In 2019, Capital One was (and is) a recognised leader in native cloud security which created a measure of defensibility even though they suffered a material cybersecurity attack. Arguably, mistakes were made, and execution struggled around the time of the incident, but it still required a sophisticated hacker with arguably inside knowledge to compromise their systems. Their result was a $190M settlement, an $80M fine, and their CISO was replaced.

In 2017, Equifax suffered a material cybersecurity attack, but according to congressional testimony, they did not have a defensible position. The report concluded “Equifax failed to fully appreciate and mitigate its cybersecurity risks. Had the company taken action to address its observable security issues prior to this cyberattack, the data breach could have been prevented.” Another material conclusion was “Equifax’s CEO did not prioritise cybersecurity.” Their result was a $575M-$700M settlement while the CEO, CIO, and CISO all left the company in the wake of the incident.

Although suffering similarly damaging attacks, Equifax suffered twice the costs and the loss of 3 executives, including their CEO, compared to Capital One. I envision a world where executives can make defensible cybersecurity investment decisions and are judged by their defensibility. This is possible with transparent, measurable cybersecurity value delivery metrics outlined in PLAs.

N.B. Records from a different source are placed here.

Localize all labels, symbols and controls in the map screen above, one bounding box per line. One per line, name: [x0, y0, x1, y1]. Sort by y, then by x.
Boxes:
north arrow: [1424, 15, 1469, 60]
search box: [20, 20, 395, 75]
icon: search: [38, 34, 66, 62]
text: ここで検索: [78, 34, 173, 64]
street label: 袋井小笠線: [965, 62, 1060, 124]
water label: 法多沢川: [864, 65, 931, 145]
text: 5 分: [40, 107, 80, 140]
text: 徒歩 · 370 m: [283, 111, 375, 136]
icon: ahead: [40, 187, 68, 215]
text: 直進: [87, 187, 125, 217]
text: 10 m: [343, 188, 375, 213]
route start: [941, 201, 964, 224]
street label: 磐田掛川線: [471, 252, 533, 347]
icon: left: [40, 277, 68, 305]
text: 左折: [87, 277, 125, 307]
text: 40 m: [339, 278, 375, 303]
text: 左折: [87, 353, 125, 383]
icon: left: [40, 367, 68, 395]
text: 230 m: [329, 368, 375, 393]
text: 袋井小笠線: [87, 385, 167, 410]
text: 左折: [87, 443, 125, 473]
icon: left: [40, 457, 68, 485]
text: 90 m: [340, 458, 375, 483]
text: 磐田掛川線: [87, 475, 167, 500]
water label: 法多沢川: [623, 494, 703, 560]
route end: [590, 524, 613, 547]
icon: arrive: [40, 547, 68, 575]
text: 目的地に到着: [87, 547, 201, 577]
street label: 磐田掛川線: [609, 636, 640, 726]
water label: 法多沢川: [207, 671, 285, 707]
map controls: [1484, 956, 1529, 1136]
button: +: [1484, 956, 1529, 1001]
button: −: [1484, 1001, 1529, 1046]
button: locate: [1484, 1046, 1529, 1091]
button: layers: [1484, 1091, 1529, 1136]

With PLAs your stakeholders have a transparent view to judge your defensibility and to act accordingly.

  • Regulators levy fines or not
  • Customers leave you or stay
  • Shareholders sell your stock or increase their investment
  • Partners choose to work with others or stay with you
  • 
And all of them influence if the CEO, the CIO, and the CISO stay or go.

Create a Safer World

This changes everything about the handling and treatment of cybersecurity investment, executive expectations, and stakeholder defensibility. It combines the defensibility of your original PLA decisions with the defensibility of your execution.

Treating cybersecurity in this manner will lead to better cybersecurity investment decisions, better execution, and a safer world.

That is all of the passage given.